The landing and reports of the violence had a large impact on many parties. The landing helped bring together the various groups of Turkish resistance into an organized movement (further assisted by the landing of Mustafa Kemal in Samsun on 19 May 1919). Several demonstrations were held by Turkish people in Constantinople condemning the occupation of Smyrna. Between 100,000 and 150,000 people gathered in a meeting at Sultanahmet square organized by the Karakol society and Türk Ocağı.

==== Inter-Allied Commission of Inquiry ====
As a response to the claims of violence, the French Prime Minister Clemenceau suggested an Interallied Commission of Inquiry to Smyrna: the commission was made up of Admiral Mark Lambert Bristol for the United States, General Bunoust for France, General Hare for England, General Dall'olio for Italy and, as a non-voting observer, Colonel Mazarakis for Greece. It began work in August 1919 and interviewed 175 witnesses and visited multiple sites of alleged atrocities. The decision reached was that when a Greek witness and Turkish witness disagreed, a European witness would be used to provide the conclusions for the report. This system was dismissed by Venizelos because he claimed that the Europeans living in Smyrna benefited from privileges given to them under the Ottoman rule and were thus opposed to Greek rule. The report was released to negotiators in October and generally found Greeks responsible for the bloodshed related to the landing and the violence throughout the Smyrna zone after the landing. In addition, the conclusions questioned the fundamental justification for the Greek occupation and suggested Greek troops be replaced by an allied force.

After the report's release, Venizelos accused the Commission of bias and of condemning Greece without giving them an opportunity to defend themselves. Nevertheless, Venizelos made sure to punish Greek soldiers who were found guilty of atrocities. Court martial on August 15, 1919 led by the Greek High Commissioner for the violence on May 15 and May 16 pronounced 74 convictions (including 48 Greeks, 13 Turks, 12 Armenians and one Jew). The Greek observer, Colonel Alexandros Mazarakis-Ainian, later wrote his own separate report on the massacres, including witnesses who were refused a hearing by the Commission. Eyre Crowe, a main British diplomat, dismissed the larger conclusion by saying the commission had overstepped its mandate.

Greek claims of bias have been mostly corroborated by modern research.
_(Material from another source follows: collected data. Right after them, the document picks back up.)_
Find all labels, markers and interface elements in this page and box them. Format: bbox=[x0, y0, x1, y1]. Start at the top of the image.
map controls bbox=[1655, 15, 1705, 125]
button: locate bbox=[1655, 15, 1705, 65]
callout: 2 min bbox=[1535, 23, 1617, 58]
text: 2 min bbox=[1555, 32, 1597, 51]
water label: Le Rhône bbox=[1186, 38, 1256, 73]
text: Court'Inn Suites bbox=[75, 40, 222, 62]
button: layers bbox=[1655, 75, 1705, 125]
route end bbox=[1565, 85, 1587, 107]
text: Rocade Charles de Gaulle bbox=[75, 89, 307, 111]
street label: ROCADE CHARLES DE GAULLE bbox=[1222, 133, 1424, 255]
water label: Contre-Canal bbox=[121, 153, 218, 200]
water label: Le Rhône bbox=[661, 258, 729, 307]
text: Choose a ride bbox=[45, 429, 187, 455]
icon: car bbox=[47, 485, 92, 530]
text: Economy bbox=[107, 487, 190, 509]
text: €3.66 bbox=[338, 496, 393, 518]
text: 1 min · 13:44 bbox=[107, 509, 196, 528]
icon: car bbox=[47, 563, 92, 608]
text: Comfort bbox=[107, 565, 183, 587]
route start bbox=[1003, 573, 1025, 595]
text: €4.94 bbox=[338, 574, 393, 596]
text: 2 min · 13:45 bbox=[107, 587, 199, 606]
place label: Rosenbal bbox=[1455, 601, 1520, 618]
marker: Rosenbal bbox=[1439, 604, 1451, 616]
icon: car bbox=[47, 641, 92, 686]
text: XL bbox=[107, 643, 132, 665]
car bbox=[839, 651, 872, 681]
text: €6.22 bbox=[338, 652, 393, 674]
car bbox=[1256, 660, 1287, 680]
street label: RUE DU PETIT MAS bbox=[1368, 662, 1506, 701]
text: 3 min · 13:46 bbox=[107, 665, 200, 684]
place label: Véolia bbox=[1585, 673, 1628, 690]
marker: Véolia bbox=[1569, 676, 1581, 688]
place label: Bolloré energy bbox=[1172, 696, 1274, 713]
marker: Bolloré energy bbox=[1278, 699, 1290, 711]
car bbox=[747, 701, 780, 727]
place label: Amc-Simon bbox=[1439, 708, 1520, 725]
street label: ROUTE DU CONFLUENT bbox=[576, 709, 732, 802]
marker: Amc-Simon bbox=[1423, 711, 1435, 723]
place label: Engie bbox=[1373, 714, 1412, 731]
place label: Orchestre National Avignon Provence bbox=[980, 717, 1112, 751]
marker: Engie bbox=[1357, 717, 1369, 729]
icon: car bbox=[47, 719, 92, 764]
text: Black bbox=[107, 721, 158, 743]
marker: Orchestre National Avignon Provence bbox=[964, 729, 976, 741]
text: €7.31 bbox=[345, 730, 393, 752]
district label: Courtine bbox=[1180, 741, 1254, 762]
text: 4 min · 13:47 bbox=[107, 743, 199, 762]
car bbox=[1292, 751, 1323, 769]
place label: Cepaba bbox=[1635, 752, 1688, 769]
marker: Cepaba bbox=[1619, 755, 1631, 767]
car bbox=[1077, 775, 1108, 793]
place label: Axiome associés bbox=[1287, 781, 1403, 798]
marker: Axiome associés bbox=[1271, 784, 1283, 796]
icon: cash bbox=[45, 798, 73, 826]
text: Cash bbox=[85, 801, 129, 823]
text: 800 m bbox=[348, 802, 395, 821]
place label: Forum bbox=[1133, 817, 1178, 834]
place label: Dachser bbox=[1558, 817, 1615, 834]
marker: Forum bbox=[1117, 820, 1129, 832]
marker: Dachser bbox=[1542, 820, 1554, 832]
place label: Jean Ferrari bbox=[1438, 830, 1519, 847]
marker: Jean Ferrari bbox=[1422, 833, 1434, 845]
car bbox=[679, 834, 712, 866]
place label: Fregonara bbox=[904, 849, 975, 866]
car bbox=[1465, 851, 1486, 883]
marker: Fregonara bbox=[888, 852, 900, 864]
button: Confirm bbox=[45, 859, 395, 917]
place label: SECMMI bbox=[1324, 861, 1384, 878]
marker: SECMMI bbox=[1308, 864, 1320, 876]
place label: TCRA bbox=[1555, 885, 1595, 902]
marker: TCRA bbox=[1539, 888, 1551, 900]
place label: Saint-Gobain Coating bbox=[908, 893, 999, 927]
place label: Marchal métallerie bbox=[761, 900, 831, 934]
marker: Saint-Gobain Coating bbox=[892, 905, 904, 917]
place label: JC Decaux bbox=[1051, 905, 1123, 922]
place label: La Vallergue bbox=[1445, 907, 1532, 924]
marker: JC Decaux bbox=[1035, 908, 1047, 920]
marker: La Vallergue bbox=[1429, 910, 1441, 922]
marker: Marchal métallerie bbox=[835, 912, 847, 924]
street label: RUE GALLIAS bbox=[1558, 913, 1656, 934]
The report's conclusions are, indeed, considered unreliable firstly because the commission was headed by pro-Turkish rear admiral Mark L. Bristol, who "had already reached his conclusion months before the investigation", and secondly because "the Turks went to great lengths to document Greek atrocities and sanitize reports of their own". There is also evidence that Bristol's intelligence officer, Robert Steed Dunn, had skewed the report against Greece. Harry Dwight Chamberlin found Dunn untrustworthy and Robert Woods Bliss sent a telegram to Warren Delano Robbins for Dunn to be sent away for this reason. Robbins proceeded to fire Dunn in 1922. It was later assessed by historian Peter M. Buzanski that Dunn's reports were "the result more of barroom gossip than of serious intelligence gathering".

In addition, according to historians Benny Morris and Dror Ze'evi: "[t]he commission made no mention of some 3,000 Aydın Greeks—men, women, and children—who were murdered, nor of 800 women and children deported inland" during the Battle of Aydın. In the city, irregular Turks had "torched the Greek quarter and massacred the remaining inhabitants". They note:
The Turks also accused the Greek army of levelling Aydın town and massacring civilians there. But the story was more complicated. When Turkish irregulars retook the town in July, armed locals joined in, firing from rooftops and windows at the retreating Greeks. In retaliation, they set fire to the Turkish quarter. The Turks then torched the Greek quarter and massacred the remaining inhabitants. Even Toynbee refused to sugarcoat what the Turks did to Greek noncombatants: “Women and children were hunted like rats from house to house, and civilians [...] were slaughtered in batches—shot or knifed or hurled over a cliff. [...] Many of the women... were violated.”
George William Rendel, a contemporary to the events, reported on the massacres of the Turks against the Greeks:
The greater part of its [Aydın's] inhabitants were killed, some being shot, others pierced with red hot irons, others cut to pieces and others put to death with the cruelest tortures. The inhabitants’ property was plundered, virgins were carried off to the mountains, and Aydin is a vast cemetery. After the destruction of Aydin 800 women and children were sent off by railway to Nazli and Denizli on June 18th and 19th 1919.
Historian Heinz A. Richter also agrees with the above assessments, stating that the Commission's report exaggerated reports of Greek excesses and showed biased anti-Greek tendencies.

==== Aftermath of the landing ====
In the negotiations after the report, Clemenceau stated to Venizelos that the occupation of Smyrna was not permanent and merely a political solution. The British representative rejected Clemenceau's claims and Venizelos protested, writing that he had not been informed about the occupation being non-permanent beforehand. The Brits reassured Venizelos, ending the disagreement.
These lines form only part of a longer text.